Table of Contents (9 chapters)
Preface
7
7. Combining What We Have Learned

pandas

The pandas Python library provides data structures and methods for manipulating different types of data, such as numerical and temporal data. These operations are easy to use and highly optimized for performance.

Data formats, such as CSV and JSON, and databases can be used to create DataFrames. DataFrames are the internal representations of data and are very similar to tables but are more powerful since they allow you to efficiently apply operations such as multiplications, aggregations, and even joins. Importing and reading both files and in-memory data is abstracted into a user-friendly interface. When it comes to handling missing data, pandas provide built-in solutions to clean up and augment your data, meaning it fills in missing values with reasonable values.

Integrated indexing and label-based slicing in combination with fancy indexing (what we already saw with NumPy) make handling data simple.

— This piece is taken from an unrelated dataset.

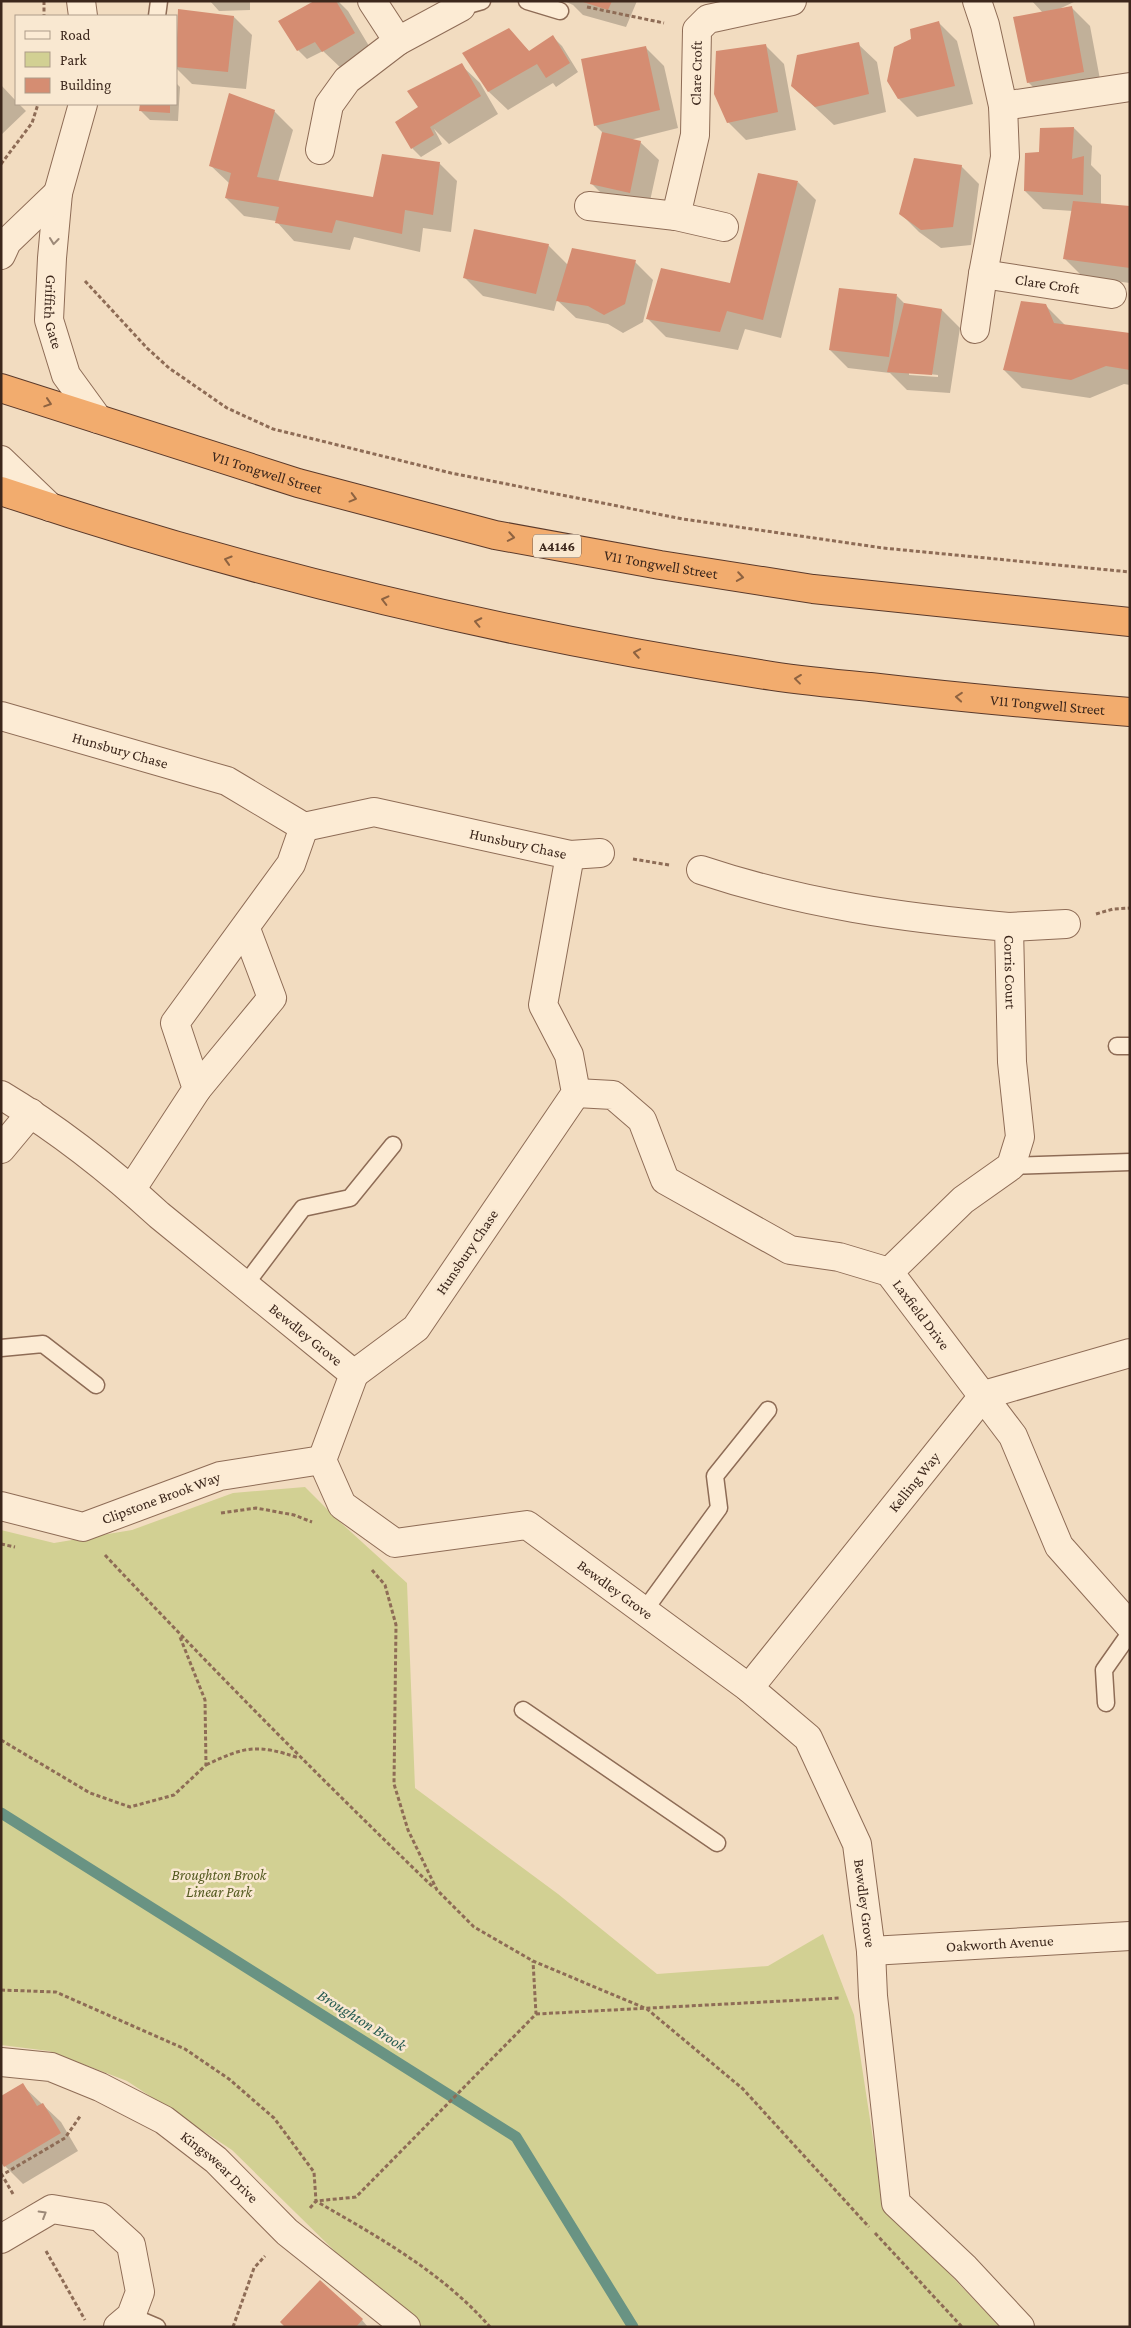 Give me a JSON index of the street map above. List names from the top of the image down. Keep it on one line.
{"streets":{"highway":["V11 Tongwell Street","A4146"],"street":["Clare Croft","Griffith Gate","Hunsbury Chase","Corris Court","Laxfield Drive","Bewdley Grove","Kelling Way","Clipstone Brook Way","Oakworth Avenue","Kingswear Drive"]},"crossings":[["Griffith Gate","V11 Tongwell Street"],["Hunsbury Chase","Laxfield Drive"],["Hunsbury Chase","Bewdley Grove"],["Laxfield Drive","Kelling Way"],["Bewdley Grove","Kelling Way"],["Bewdley Grove","Clipstone Brook Way"],["Bewdley Grove","Oakworth Avenue"]],"water":["Broughton Brook"],"parks":["Broughton Brook Linear Park"],"legend":["Road","Park","Building"]}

More complex techniques, such as reshaping, pivoting, and melting data, together with the possibility of easily joining and merging data, provide powerful tooling so that you can handle your data correctly.

If you're working with time-series data, operations such as date range generation, frequency conversion, and moving window statistics can provide an advanced interface for data wrangling.

Note

The installation instructions for pandas can be found here: https://pandas.pydata.org/. The latest version is v0.25.3 (used in this book); however, every v0.25.x should be suitable.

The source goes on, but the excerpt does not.